— Или как, — сказал Кацуба. — Сам видел — закуток в тупике, там не двух, а целую дюжину можно придавить ночью без малейшего шума. Считай, что у меня мания преследования, но меня туда не тянет что-то…
Мазур облегченно вздохнул:
— Вот и прекрасно. А то я думал, что перестраховываюсь… Но ночевать-то где-то надо?
— Конечно. В шлюпке, под брезентом, по-моему, в этих широтах будет холодновато. Не суетись, прежде всего надо отыскать Пашу и взять наши подсушенные денежки. В конце-то концов, можем мы посидеть в баре, как белые люди, в обществе натуральных иностранцев? Когда-то еще такое доведется?
— А не выкинут нас с тобой? — с сомнением спросил Мазур. — Этот Белов держит курс на конфронтацию, если уж хвоста приставил…
— Ну, попытка — не пытка. — Он помолчал, глядя в море. — Кстати, дай консультацию, как человек, с пеленок связанный с водой… Где ты спрятал бы труп на таком пароходике?
— О нас с тобой беспокоишься?
— Я серьезно, — сказал Кацуба.
— Дай подумать, — столь же серьезно ответил Мазур. — Проще всего, конечно, за борт…
— Я сказал, с п р я т а т ь. Сейчас белый день, по кораблю шатается множество посторонних людей, всегда есть риск, что какой-то случайный зевака углядит.
— Самое надежное — кинуть в топку, — сказал Мазур. — И посторонний человек не заглянет, и сгорит быстренько. Но это подходило для старых пароходов, где шуровали вручную уголек. Мы с тобой — на дизель-электроходе, тут совсем иной принцип… Подожди, — он задумался всерьез. — Все зависит от того, сколько человек впутано и кто они такие. Если есть свои люди в команде, среди механиков, можно попросту затолкать тело в один из укромных уголков, на таком судне их предостаточно, пролежит, пока не начнет пахнуть… Ниши магистралей, резервуары с горючим, на худой конец, клетушки, где толковый боцман держит всякую полезную всячину и запирает на замок… Если же людей среди команды нет… Пустые каюты или шлюпки на шлюпочной палубе. А ночью можно исхитриться, выкинуть в воду… Тебе какой вариант предпочтительнее?

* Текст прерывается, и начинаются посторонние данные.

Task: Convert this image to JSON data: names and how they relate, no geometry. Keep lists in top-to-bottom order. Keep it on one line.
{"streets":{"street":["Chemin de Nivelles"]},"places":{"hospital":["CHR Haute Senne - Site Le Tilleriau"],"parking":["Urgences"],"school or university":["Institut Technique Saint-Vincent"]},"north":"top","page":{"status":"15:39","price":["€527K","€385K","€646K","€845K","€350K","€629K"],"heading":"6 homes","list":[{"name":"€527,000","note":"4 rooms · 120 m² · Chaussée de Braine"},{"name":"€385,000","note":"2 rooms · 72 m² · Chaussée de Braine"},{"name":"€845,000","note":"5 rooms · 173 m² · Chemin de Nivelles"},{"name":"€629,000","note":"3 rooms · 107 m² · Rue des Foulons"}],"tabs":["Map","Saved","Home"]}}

— Если бы я знал… — признался Кацуба. — Логичнее рассудить, второй. Сообщники среди обслуги, а не команды — команду так быстро не профильтруешь своими людьми, да и необходимости нет, в принципе…
— Тогда — каюты или шлюпочная палуба. Ты что, намерен искать трупы?

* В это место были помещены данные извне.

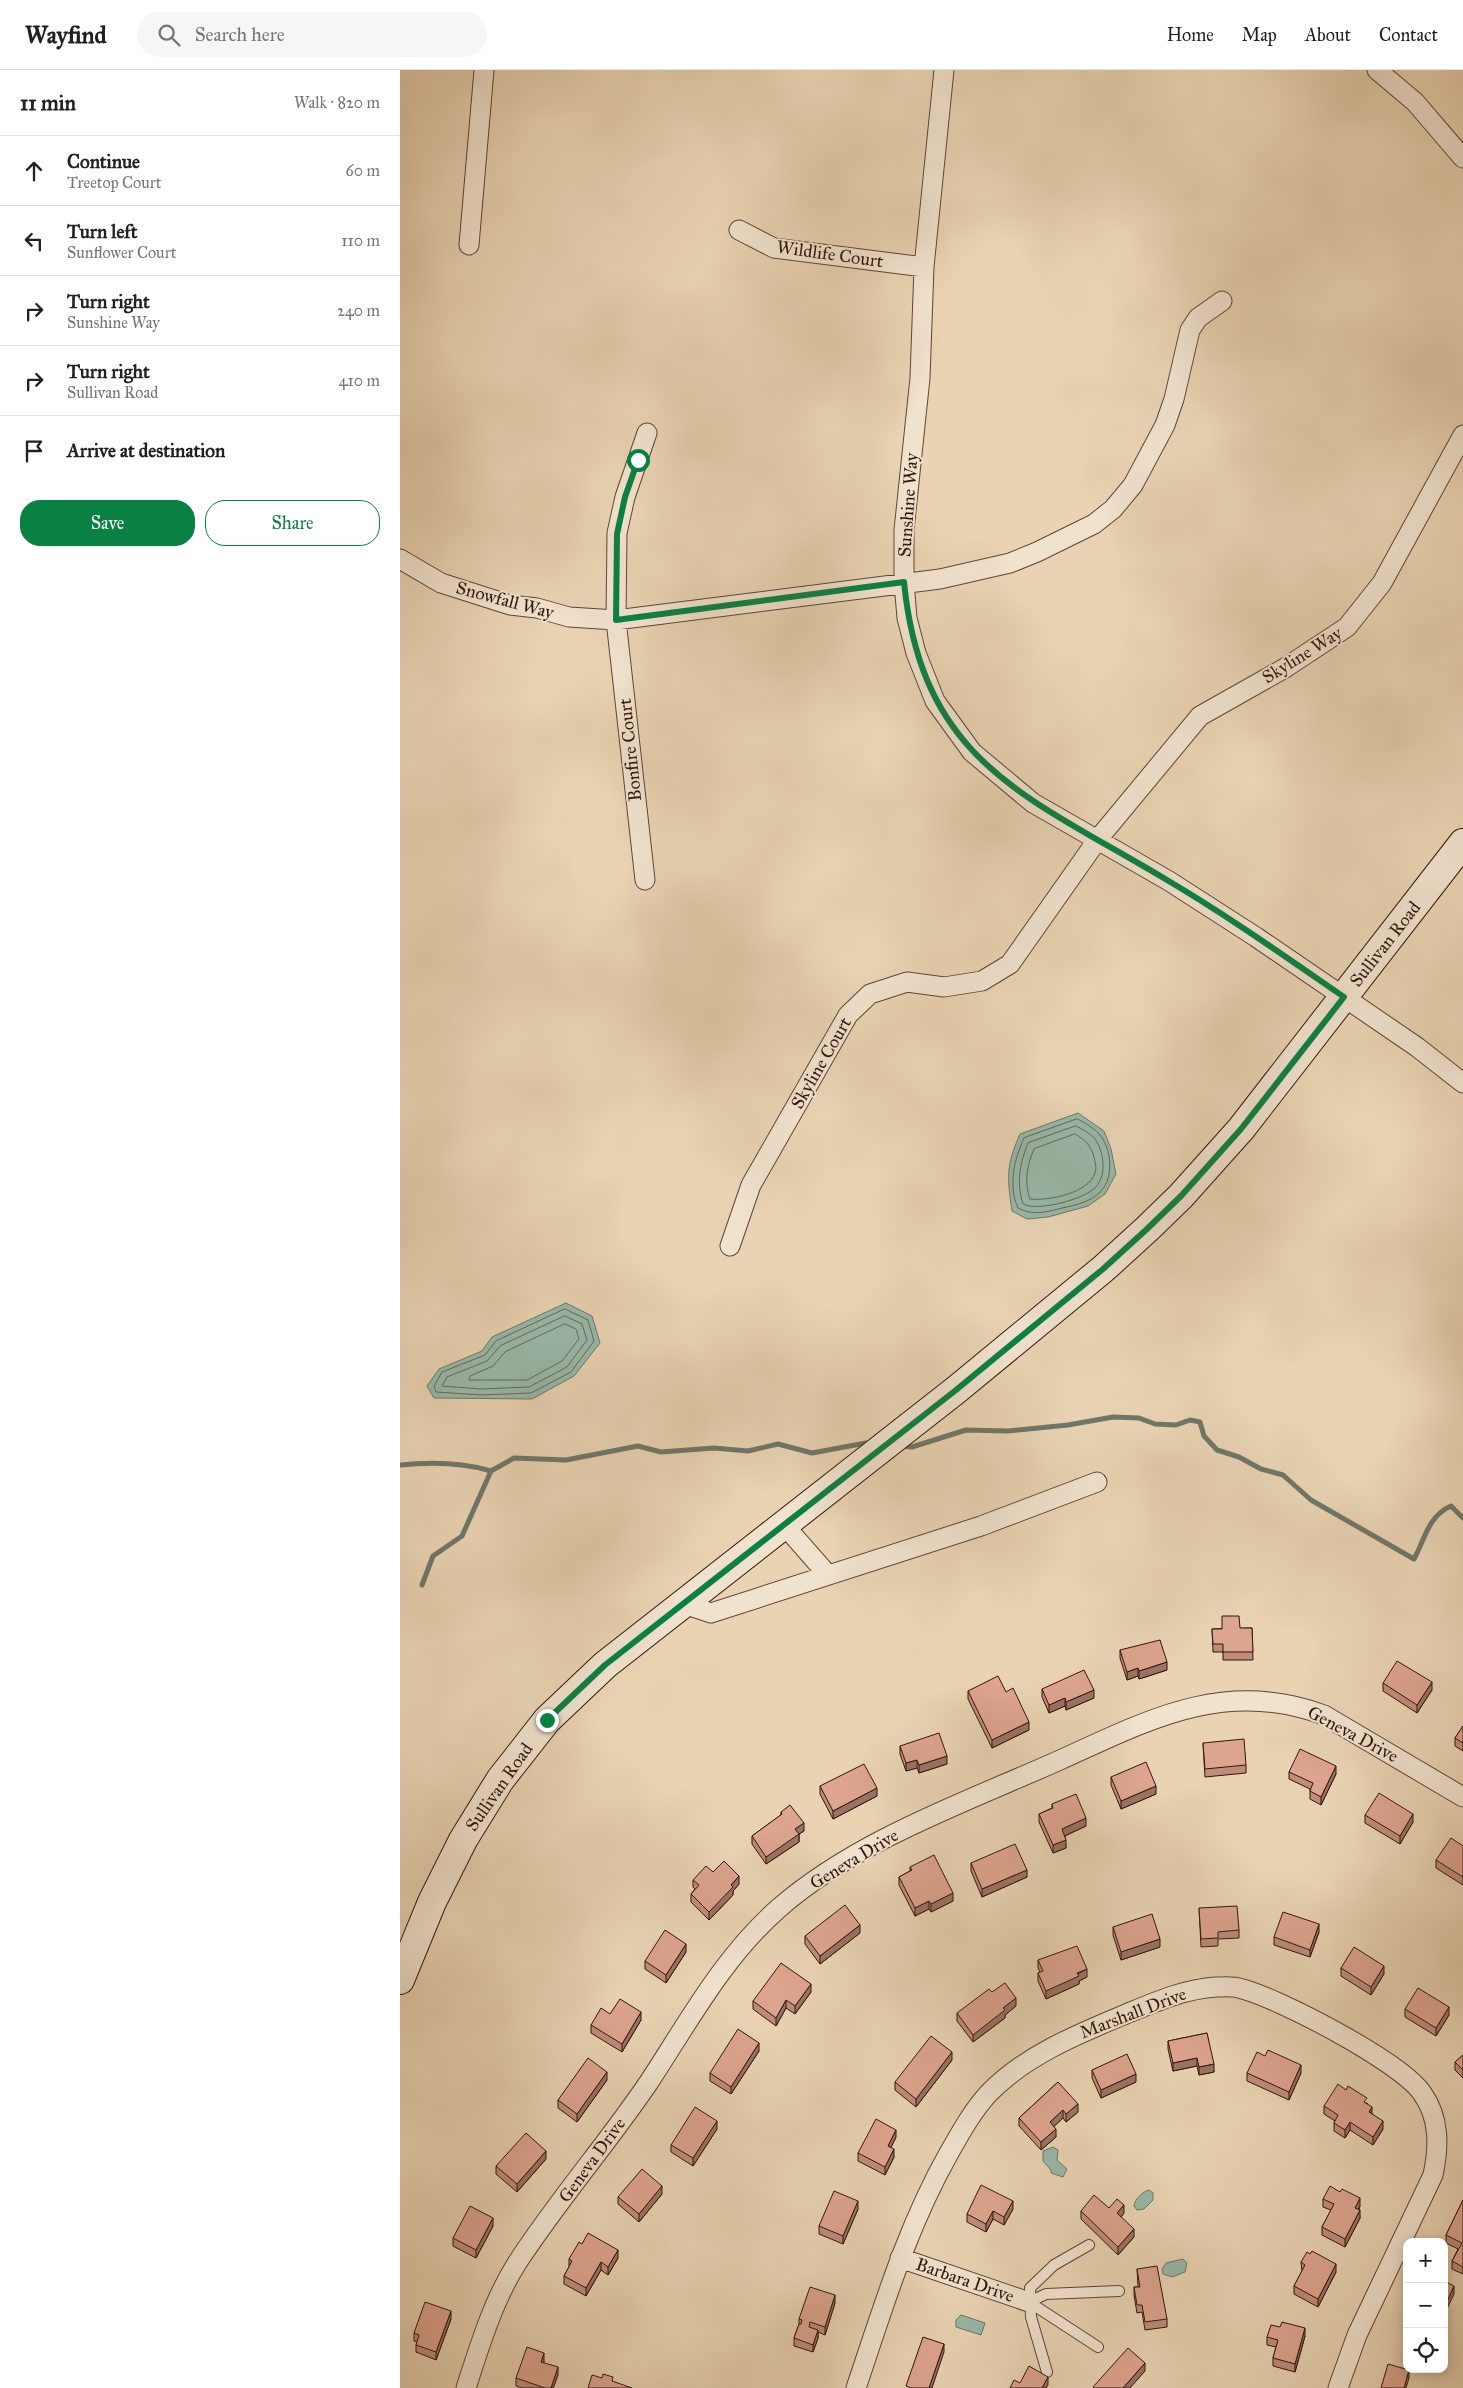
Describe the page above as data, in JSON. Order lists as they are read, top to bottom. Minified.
{"streets":{"street":["Wildlife Court","Sunshine Way","Snowfall Way","Skyline Way","Bonfire Court","Sullivan Road","Skyline Court","Geneva Drive","Marshall Drive","Barbara Drive"]},"crossings":[["Wildlife Court","Sunshine Way"],["Sunshine Way","Snowfall Way"],["Sunshine Way","Skyline Way"],["Sunshine Way","Sullivan Road"],["Sunshine Way","Skyline Court"],["Snowfall Way","Bonfire Court"],["Skyline Way","Skyline Court"],["Marshall Drive","Barbara Drive"]],"page":{"header":"Wayfind","search":"Search here","nav":["Home","Map","About","Contact"],"heading":["11 min","Walk · 820 m"],"list":[["Continue","Treetop Court","60 m"],["Turn left","Sunflower Court","110 m"],["Turn right","Sunshine Way","240 m"],["Turn right","Sullivan Road","410 m"],"Arrive at destination"],"buttons":["Save","Share"],"map_buttons":["+","−"]}}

— Я, конечно, оптимист, — сказал Кацуба. — Но опасаюсь, что трупы будут. Одного из штатовцев уже приложили, значит, есть тенденция. И потом… А, ладно, что нам-то играть в прятки… Видишь ли, меня начинает помаленьку тревожить то, что Пашка нас до сих пор не нашел. В его задачу не входило пьянствовать беспробудно или затворяться с девочкой в каюте. Совсем даже наоборот. Он никак не должен был прозевать наше торжественное прибытие на борт. Непременно вышел бы на контакт или хотя бы показался на глаза. Но его нигде не видно… А я в последнее время все чаще вспоминаю гениальную фразу Атоса: «Д’Артаньян, я допускаю в с е…»
— А мотив? — спросил Мазур. — Не могли же его… просто так? Я пока что не вижу мотива.
— Я тоже. Но чертовски мне не нравятся скользкие типы с пистолетом под полой, в особенности если они заправляют балом в отрезанных от цивилизации местах вроде «Достоевского»…
— Тогда давай тряхнем всех, кто мог ему устроить каюту.
— Боюсь, многовато найдется этих самых «всех».
— Ну, пойдем к Дарье, — сказал Мазур. — Я о себе высокого мнения, и о тебе тоже, но особых свершений не дождаться, если будем и дальше держаться шерифами-одиночками. Не та ситуация. А Дашка как-никак — представитель власти, с ней наверняка кто-то есть в сопровождении…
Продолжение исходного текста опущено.